How are QUAD collar max profit and max loss calculated?
Max profit roughly equals short-call strike minus cost basis plus net premium; max loss roughly equals cost basis minus long-put strike minus net premium. Breakeven shifts by the net premium. For the QUAD collar priced from the end-of-day chain at a 30-day expiry (ATM IV 49.40%), the computed maximum profit is unbounded per contract and the computed maximum loss is unbounded per contract. Live intraday quotes will differ as the chain moves through the trading session.
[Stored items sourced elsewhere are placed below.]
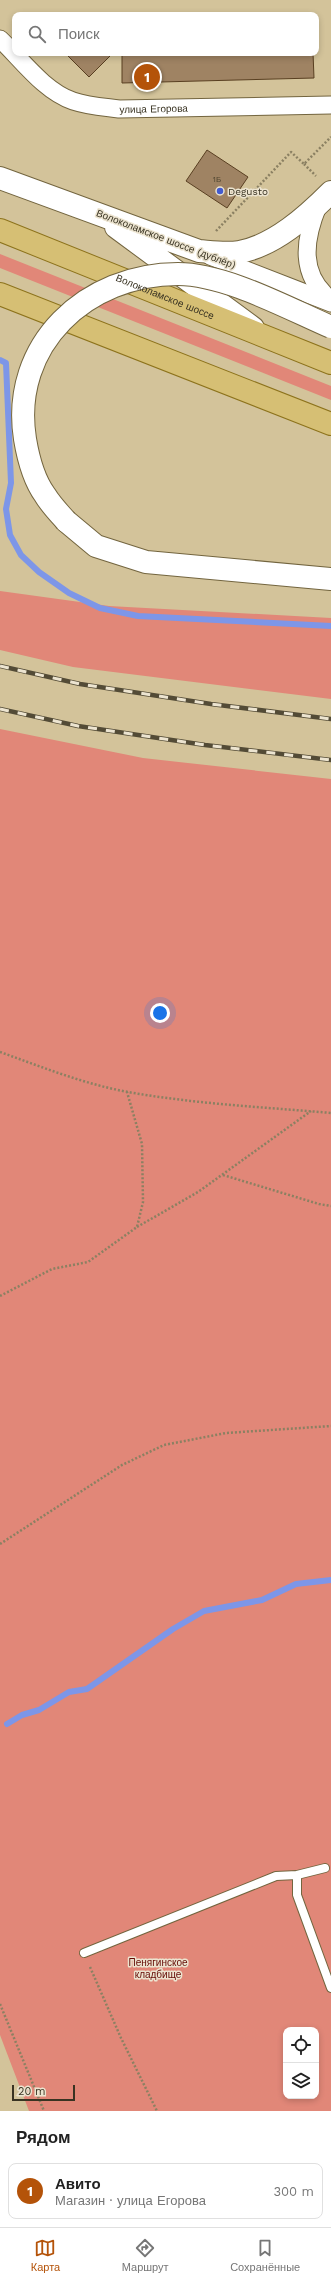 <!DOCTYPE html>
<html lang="ru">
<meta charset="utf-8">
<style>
:root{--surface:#fff;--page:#f2f2f2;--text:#222;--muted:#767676;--line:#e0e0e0;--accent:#b45309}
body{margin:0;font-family:"Work Sans",sans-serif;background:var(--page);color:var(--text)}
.controls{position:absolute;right:12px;bottom:12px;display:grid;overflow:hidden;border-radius:8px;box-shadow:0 2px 6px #0003}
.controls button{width:36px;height:36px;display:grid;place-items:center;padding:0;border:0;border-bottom:1px solid var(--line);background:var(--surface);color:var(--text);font:20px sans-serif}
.scale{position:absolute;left:12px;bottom:10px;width:63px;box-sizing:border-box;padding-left:4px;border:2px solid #393322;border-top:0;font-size:11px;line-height:14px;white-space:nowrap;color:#393322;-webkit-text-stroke:3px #ece4d0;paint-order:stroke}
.you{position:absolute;left:160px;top:1013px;width:14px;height:14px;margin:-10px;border:3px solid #fff;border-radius:50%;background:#1a73e8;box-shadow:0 0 0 6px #1a73e833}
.badge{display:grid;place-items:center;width:26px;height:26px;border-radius:50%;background:var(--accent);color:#fff;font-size:13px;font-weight:700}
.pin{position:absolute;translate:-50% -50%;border:2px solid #fff;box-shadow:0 1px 4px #0006}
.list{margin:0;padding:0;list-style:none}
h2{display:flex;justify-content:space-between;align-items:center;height:52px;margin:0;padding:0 16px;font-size:17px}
h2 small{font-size:13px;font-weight:400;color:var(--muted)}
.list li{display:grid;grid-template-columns:26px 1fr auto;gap:12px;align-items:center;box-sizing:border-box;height:56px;margin:0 8px 8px;padding:0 8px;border:1px solid var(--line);border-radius:8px}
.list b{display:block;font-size:15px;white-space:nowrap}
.list p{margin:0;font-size:13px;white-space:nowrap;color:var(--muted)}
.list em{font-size:13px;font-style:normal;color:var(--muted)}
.icon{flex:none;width:22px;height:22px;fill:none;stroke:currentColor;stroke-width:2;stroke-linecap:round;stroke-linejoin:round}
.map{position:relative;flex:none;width:331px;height:2111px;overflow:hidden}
.search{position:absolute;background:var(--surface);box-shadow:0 2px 6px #0003;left:12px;right:12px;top:12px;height:44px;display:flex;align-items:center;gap:10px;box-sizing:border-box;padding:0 14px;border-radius:8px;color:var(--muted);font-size:15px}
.sheet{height:116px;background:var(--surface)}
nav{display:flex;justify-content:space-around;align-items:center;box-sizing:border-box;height:56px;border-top:1px solid var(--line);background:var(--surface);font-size:11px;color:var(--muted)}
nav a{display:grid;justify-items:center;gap:2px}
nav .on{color:var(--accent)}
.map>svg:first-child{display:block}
.green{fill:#e18778;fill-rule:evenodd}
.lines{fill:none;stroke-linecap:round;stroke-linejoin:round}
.stream{stroke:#7d96e8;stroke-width:6}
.building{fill:#9f8363;stroke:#593f21}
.lane-casing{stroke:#73653f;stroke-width:10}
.street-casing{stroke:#73653f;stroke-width:19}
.secondary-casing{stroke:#73653f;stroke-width:24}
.primary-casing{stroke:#8d731c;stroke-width:24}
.path{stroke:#8b8062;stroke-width:2.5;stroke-dasharray:2 2;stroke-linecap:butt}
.lane{stroke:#fff;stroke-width:8}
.street{stroke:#fff;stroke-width:17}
.secondary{stroke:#fff;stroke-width:22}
.primary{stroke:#d6bf74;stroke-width:22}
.rail-casing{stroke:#534b36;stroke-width:4.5}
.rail{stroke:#ece4d0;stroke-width:3;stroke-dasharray:9;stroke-linecap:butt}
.secondary-bridge-casing{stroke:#73653f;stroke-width:24;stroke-linecap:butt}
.secondary-bridge{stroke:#fff;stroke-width:22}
.poi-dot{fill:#435bcf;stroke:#ece4d0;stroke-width:1.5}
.labels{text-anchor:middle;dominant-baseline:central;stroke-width:3;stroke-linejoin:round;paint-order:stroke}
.number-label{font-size:8px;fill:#524732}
.street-label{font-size:10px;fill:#393322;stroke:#ece4d0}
.poi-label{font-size:10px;fill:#393322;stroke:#ece4d0;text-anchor:start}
.park-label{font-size:10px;fill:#650a04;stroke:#ece4d0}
</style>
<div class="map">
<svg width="331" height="2111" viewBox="0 0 331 2111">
<rect width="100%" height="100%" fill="#d3c39a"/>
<!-- green -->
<path class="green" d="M0 254 331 386V400L0 268Z
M0 591 109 606 331 618V699L73 667 0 650Z
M0 729 143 758 331 779V2111H29L0 2035ZM286 2030H316V2096H286Z"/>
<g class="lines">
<!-- stream -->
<path class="stream" d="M0 360 6 363 11 483 6 509 10 535 21 555 39 572 69 593 100 608 138 616 331 626
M7 1724 22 1715 39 1710 69 1692 87 1689 173 1629 204 1611 262 1600 296 1584 331 1580"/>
</g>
<!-- building -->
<path class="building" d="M65 53H113L89 77Z
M122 53H313L314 78 122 83Z
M207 150 248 177 227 208 186 181Z"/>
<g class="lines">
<defs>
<path id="lane" d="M325 1868 297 1875V1895L331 1988
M84 1953 276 1876 297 1875"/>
<g id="street">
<path id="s1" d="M0 39C22 60 44 91 73 101 88 106 104 107 119 109L331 105"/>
<path d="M318 206C304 240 299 275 331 300"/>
<path d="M210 256 331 303"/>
</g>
<path id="secondary" d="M0 178 199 251C212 252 226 254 239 252 274 246 307 216 331 192
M116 227 253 328
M66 521 96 546 146 562 331 579"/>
<g id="primary">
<path id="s2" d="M0 230 331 363"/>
<path d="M0 294 331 424"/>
</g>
</defs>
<!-- lane casing -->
<use href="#lane" class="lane-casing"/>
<!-- street casing -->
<use href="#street" class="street-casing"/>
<!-- secondary casing -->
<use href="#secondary" class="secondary-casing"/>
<!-- primary casing -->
<use href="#primary" class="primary-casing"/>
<!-- path -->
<path class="path" d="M304 164 316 176
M216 231 291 152 304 164 331 137
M0 1052C42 1067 84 1084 128 1092 195 1104 263 1107 331 1113
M223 1175 319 1204 331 1206
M137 1227 198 1192 311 1111
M0 1296 52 1269 88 1262 137 1227 143 1202 142 1144 127 1092
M0 1544 122 1465 164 1445 226 1433 331 1426
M90 1967 121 2038 157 2111
M0 2004 44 2111"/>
<!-- lane -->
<use href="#lane" class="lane"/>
<!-- street -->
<use href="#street" class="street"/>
<!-- secondary -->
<use href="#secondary" class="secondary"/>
<!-- primary -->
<use href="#primary" class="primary"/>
<defs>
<path id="rail" d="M0 666 80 684 211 704 331 719
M0 709 78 726 205 745 331 760"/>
</defs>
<!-- rail casing -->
<use href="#rail" class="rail-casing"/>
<!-- rail -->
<use href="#rail" class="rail"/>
<defs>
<path id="secondary-bridge" d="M66 521C59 513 51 505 45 495 34 480 28 457 25 439 10 344 87 274 178 274 225 274 287 308 331 327"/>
</defs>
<!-- secondary-bridge casing -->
<use href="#secondary-bridge" class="secondary-bridge-casing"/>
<!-- secondary-bridge -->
<use href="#secondary-bridge" class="secondary-bridge"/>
</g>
<!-- markers -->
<circle class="poi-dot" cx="220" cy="191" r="4"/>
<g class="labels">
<!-- number labels -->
<g class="number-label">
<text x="217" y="179">1Б</text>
</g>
<!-- street labels -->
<g class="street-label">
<text stroke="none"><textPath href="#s1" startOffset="178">улица Егорова</textPath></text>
<text transform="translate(166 239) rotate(21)">Волоколамское шоссе (дублёр)</text>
<text stroke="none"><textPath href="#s2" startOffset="178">Волоколамское шоссе</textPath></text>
</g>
<!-- poi labels -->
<g class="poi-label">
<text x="228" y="191">Degusto</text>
</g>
<!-- park labels -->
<g class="park-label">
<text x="158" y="1962">Пенягинское<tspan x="158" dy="12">кладбище</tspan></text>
</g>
</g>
</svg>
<div class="controls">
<button><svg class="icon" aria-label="locate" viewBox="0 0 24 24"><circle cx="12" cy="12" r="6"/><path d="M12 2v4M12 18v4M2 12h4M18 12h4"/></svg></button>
<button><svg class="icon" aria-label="layers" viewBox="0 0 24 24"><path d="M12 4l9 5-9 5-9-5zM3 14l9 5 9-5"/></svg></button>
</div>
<div class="scale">20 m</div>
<div class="you"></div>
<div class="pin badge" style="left:147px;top:77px">1</div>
<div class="search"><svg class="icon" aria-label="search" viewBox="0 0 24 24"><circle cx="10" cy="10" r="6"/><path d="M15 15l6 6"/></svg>Поиск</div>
</div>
<section class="sheet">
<h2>Рядом<small></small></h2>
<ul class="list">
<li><span class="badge">1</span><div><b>Авито</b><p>Магазин · улица Егорова</p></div><em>300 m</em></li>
</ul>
</section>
<nav>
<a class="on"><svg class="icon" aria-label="map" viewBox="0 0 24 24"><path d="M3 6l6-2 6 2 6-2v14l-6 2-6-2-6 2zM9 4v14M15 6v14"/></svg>Карта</a>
<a><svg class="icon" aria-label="directions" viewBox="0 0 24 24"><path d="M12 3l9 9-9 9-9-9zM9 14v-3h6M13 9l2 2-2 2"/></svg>Маршрут</a>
<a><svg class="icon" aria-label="saved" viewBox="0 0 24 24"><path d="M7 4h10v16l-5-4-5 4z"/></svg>Сохранённые</a>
</nav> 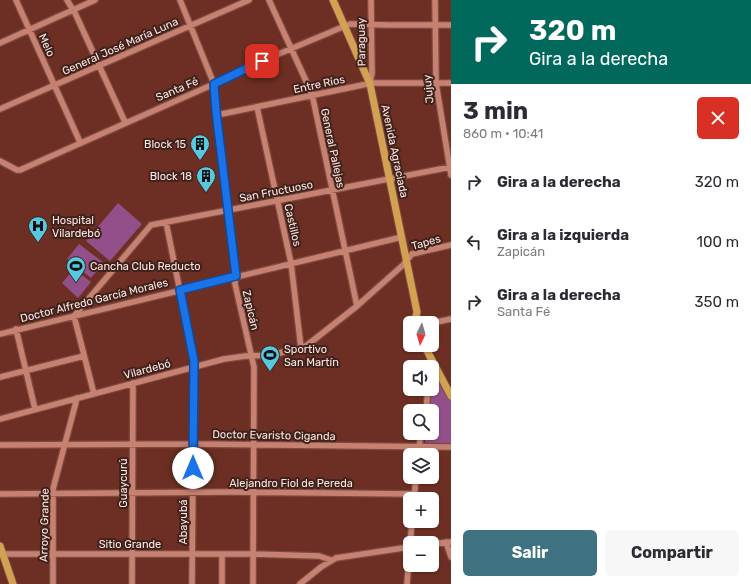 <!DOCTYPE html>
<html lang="es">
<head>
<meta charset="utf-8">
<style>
	:root { --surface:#fff; --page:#f7f7f7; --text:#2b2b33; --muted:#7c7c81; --accent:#3e7281 }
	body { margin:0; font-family:Rubik,sans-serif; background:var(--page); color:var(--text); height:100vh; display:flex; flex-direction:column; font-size:15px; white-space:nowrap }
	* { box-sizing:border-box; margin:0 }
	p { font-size:13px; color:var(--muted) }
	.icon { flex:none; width:22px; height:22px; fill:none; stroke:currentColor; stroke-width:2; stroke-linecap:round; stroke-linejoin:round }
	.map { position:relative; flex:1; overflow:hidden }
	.panel { display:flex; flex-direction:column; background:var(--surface); width:300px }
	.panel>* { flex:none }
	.guide { background:#00695c; color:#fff; overflow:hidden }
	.needle { width:26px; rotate:185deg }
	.tools { position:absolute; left:403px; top:316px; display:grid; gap:8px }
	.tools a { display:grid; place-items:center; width:36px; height:36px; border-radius:6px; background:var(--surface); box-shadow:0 1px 3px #0004; font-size:20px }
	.pin { position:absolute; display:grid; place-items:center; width:34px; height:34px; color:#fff; margin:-17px; border-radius:8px; box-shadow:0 2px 6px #0006 }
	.me { position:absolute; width:44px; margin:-22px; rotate:0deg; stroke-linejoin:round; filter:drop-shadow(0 0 3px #0008) }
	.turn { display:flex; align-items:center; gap:14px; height:84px; padding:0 12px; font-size:18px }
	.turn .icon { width:52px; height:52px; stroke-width:2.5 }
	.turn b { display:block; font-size:28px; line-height:34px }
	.round { display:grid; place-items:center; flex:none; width:42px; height:42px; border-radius:6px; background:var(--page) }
	.head { display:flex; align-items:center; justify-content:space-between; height:68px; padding:0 12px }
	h1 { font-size:24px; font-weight:700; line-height:30px }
	.cta { display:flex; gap:8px; margin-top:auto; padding:8px 12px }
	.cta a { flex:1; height:46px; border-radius:6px; background:var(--accent); color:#fff; font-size:16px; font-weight:700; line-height:46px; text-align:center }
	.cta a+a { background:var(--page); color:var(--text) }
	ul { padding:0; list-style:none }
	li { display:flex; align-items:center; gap:12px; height:60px; padding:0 12px }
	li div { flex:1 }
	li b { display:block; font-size:15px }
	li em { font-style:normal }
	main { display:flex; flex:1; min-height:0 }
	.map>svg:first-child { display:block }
	.green { fill:#934f89 }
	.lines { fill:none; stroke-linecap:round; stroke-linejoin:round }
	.minor-casing { stroke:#7c4b40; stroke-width:8 }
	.major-casing { stroke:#7c4b40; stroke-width:9 }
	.minor { stroke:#c78171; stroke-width:5.5 }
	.major { stroke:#d2a151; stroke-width:7 }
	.route-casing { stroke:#114b97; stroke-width:10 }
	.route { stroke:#1a73e8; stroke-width:7 }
	.labels { text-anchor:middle; stroke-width:4; stroke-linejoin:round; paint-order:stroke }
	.street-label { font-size:11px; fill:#fee6e1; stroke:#3f221c }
	.poi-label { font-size:11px; fill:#fee6e1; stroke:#3f221c; text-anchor:start }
</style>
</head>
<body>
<main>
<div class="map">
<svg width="451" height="584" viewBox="0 0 451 584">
	<rect width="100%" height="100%" fill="#6d2f23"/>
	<path class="green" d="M118,203L142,224L110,261L86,241Z
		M79,244L104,263L91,278L67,259Z
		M74,269L91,282L78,298L62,283Z
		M432,368H434L451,400V444L427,443L425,442L426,433H432V411H429L432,389Z"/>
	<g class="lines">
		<g class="minor-casing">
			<path id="minor" d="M16,0L80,142
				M67,0L75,13L125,122
				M180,0L214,84L216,111L235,269V284L254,367L253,584
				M269,0L312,94L357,306
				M435,0L436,83L451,175
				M392,25H451
				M0,43L95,0
				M370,83L372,73L371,0
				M257,107L291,263L301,348
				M0,109L249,0
				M217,115L372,83H451
				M0,161L17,170H20L214,84L262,61L345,26L350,24L389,25
				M166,222L194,361L192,584
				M432,323L451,319
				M16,329L35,409
				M0,334L402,237
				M430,356V367
				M0,377L84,356
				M94,394L74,316L151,225L451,167
				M426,411L428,389
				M0,419L224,359L246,356L272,355L306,346L357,306L403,265L412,254L451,245
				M0,445L193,444L451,447
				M418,455L421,433
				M0,494L233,492L415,494
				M414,499L416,477
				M446,542L451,557
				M432,544L451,542
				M0,554H254L319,556L331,560
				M222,554V584
				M53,584V489L77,398
				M132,584L133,383
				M300,584L321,567L336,558L410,547
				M407,584L412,521"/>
		</g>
		<g class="major-casing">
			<path id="major" d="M333,0L370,84L417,312L416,316L417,323
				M424,345L451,396
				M0,546L13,584"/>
		</g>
		<use href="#minor" class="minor"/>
		<use href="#major" class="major"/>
	</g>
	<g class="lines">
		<g class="route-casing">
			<path id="route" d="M193,468L194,361L180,290L236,276L216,111L214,84L262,61"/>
		</g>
		<use href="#route" class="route"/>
	</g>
	<defs>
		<g id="building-pin" transform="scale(1)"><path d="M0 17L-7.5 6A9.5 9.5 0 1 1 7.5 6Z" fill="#56c9e0" stroke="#3f221c"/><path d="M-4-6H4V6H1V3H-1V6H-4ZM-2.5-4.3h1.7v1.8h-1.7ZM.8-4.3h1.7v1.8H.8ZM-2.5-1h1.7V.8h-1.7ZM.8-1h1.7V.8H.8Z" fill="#111"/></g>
		<g id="hospital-pin" transform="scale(1)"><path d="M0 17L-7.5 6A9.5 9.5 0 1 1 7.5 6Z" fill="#56c9e0" stroke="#3f221c"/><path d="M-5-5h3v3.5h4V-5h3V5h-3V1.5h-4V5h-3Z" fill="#111"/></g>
		<g id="stadium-pin" transform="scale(1)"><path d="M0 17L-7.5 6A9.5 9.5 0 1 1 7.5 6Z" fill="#56c9e0" stroke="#3f221c"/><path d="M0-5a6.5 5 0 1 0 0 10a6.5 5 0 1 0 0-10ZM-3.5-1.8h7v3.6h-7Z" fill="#111"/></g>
	</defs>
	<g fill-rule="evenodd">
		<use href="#building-pin" x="200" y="144"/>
		<use href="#building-pin" x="206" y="176"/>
		<use href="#hospital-pin" x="38" y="226"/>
		<use href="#stadium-pin" x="76" y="266"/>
		<use href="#stadium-pin" x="270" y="355"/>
	</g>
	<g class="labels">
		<g class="street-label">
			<text transform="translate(361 42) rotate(-91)" y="4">Paraguay</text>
			<text transform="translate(47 45) rotate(66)" y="4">Melo</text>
			<text transform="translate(120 46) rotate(-24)" y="4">General José María Luna</text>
			<text transform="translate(319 84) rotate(-12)" y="4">Entre Ríos</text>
			<text transform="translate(177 89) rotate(-23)" y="4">Santa Fé</text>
			<text transform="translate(428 89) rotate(-96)" y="4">Jujuy</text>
			<text transform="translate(333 148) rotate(78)" y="4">General Pallejas</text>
			<text transform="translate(395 151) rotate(78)" y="4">Avenida Agraciada</text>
			<text transform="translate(276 191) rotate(-11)" y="4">San Fructuoso</text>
			<text transform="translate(293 225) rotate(77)" y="4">Castillos</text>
			<text transform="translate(426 242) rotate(-16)" y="4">Tapes</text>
			<text transform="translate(94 300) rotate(-14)" y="4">Doctor Alfredo García Morales</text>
			<text transform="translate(251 310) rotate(77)" y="4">Zapicán</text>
			<text transform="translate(147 369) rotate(-15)" y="4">Vilardebó</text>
			<text transform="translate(274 435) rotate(1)" y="4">Doctor Evaristo Ciganda</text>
			<text transform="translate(123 483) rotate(-90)" y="4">Guaycurú</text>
			<text x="291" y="487">Alejandro Fiol de Pereda</text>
			<text transform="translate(183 522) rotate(-90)" y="4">Abayubá</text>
			<text transform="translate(44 525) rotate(-89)" y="4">Arroyo Grande</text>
			<text x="130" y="548">Sitio Grande</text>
		</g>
		<g class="poi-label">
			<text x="186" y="148" text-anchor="end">Block 15</text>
			<text x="192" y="180" text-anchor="end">Block 18</text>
			<text x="52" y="224">Hospital<tspan x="52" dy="13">Vilardebó</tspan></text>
			<text x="90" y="270">Cancha Club Reducto</text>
			<text x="284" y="353">Sportivo<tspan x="284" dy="13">San Martín</tspan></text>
		</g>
	</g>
</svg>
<div class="tools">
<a><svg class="needle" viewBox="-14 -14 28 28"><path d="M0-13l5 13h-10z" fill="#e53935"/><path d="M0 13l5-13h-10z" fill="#7c7c81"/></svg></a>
<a><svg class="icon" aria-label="sound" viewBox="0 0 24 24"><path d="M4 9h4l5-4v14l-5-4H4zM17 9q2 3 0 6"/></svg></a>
<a><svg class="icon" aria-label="search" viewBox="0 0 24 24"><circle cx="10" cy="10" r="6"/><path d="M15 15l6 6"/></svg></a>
<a><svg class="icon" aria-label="layers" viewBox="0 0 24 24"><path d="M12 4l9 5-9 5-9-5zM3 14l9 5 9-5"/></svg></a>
<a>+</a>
<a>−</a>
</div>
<div class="pin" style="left:262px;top:61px;background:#d93025"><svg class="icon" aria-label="arrive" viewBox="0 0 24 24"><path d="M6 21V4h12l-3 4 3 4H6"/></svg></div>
<svg class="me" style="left:193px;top:468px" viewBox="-20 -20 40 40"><circle r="19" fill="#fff"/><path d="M0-13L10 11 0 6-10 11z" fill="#1a73e8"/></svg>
</div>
<section class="panel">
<div class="guide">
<div class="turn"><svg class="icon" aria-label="right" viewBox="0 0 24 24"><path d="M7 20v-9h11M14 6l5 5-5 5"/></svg><div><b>320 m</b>Gira a la derecha</div></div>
</div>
<div class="head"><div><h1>3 min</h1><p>860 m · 10:41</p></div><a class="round" style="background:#d93025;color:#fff"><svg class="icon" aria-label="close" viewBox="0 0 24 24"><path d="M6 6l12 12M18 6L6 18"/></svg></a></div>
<ul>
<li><svg class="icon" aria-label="right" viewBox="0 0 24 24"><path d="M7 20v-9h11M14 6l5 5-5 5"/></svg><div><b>Gira a la derecha</b></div><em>320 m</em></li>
<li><svg class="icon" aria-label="left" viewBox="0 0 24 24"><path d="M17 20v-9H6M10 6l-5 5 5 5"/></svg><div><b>Gira a la izquierda</b><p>Zapicán</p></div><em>100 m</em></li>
<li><svg class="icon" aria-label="right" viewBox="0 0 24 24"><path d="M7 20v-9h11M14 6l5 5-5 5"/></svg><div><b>Gira a la derecha</b><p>Santa Fé</p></div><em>350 m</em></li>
</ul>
<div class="cta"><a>Salir</a><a>Compartir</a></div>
</section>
</main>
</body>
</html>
What is the breakeven for a QUAD collar?
The breakeven for the QUAD collar priced on this page is no defined breakeven on the modeled curve at expiration, derived from end-of-day chain premiums. Breakeven is the underlying price at which the strategy's P&L crosses zero ignoring transaction costs and assignment risk. The current QUAD market-implied 1-standard-deviation expected move is approximately 14.16%; if the move sits well outside the breakeven distance, the structure's risk-reward becomes correspondingly tighter.
When should you consider a collar on QUAD?
Collars on QUAD hedge an existing long QUAD stock position; the long put sets a floor while the short call finances it, often run as a near-zero-cost hedge during expected volatility windows.
How does current QUAD implied volatility affect this collar?
QUAD ATM IV is at 49.40% with IV rank near 11.76%, which is on the low end of its 1-year range. Premium-buying structures (long call, long put, debit spreads) are relatively cheap in this regime; premium-selling structures collect less credit per unit risk.